We had just sat down under one of the chestnut trees.

“I shall settle down so that you wouldn’t believe it,” said Rosalind. “But I’m not going to fool myself. After old Roy, other men seem just a tiny little bit dull. It stands to sense that I should want to see the old thing now and again.”

“It’s dangerous,” I said.

“I’m not so bad at covering up my traces when I want to,” said Rosalind, who was only willing to think of practical dangers.

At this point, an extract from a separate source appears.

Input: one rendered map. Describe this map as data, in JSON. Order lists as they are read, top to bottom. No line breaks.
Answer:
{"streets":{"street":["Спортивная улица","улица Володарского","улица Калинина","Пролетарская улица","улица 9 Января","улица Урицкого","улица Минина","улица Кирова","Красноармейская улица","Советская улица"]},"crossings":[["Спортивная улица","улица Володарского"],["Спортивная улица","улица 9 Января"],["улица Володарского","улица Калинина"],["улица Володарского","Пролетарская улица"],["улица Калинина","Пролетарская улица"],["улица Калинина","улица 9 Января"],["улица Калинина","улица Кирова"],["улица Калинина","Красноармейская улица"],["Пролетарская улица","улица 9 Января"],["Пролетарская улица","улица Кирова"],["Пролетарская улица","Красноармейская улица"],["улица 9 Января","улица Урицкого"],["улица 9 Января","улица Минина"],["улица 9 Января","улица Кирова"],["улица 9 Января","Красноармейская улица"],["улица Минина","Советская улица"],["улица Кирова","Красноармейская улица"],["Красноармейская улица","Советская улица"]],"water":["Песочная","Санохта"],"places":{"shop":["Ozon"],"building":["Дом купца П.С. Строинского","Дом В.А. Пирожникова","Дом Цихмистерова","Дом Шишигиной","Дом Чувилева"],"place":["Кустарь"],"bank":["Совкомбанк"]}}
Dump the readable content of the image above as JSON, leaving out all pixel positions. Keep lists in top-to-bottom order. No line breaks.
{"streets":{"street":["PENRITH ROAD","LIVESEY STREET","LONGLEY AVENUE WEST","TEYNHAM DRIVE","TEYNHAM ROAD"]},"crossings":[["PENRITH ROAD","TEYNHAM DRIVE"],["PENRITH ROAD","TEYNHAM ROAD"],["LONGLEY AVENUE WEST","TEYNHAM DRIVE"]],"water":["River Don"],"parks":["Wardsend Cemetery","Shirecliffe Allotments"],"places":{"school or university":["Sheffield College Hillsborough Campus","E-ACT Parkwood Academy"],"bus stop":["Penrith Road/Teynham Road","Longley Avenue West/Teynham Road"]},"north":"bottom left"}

She asked, with a glow of triumph: “Do you think I oughtn’t to have come? The old thing asked me to look him up. When he wrote about me and Ralph. And he did seem rather pleased to see me last night. I really think he was a bit pleased to see me.”

She laid her hand on my arm, and said, half-guiltily, half-provocatively: “Anyway, he asked me to go to a ball with him tonight.”

“Are you going?”

“What do you think? It’s all right, I’ll see that the old gorgon doesn’t find out. I’m not going to have her exploding down in Boscastle. I won’t have Ralph upset. After all,” she grinned at me, “a husband in the hand is worth two in the bush.”

She and Roy had arranged to go to a ball at one of the smaller colleges, where none of us had close friends. I warned her that it was still a risk.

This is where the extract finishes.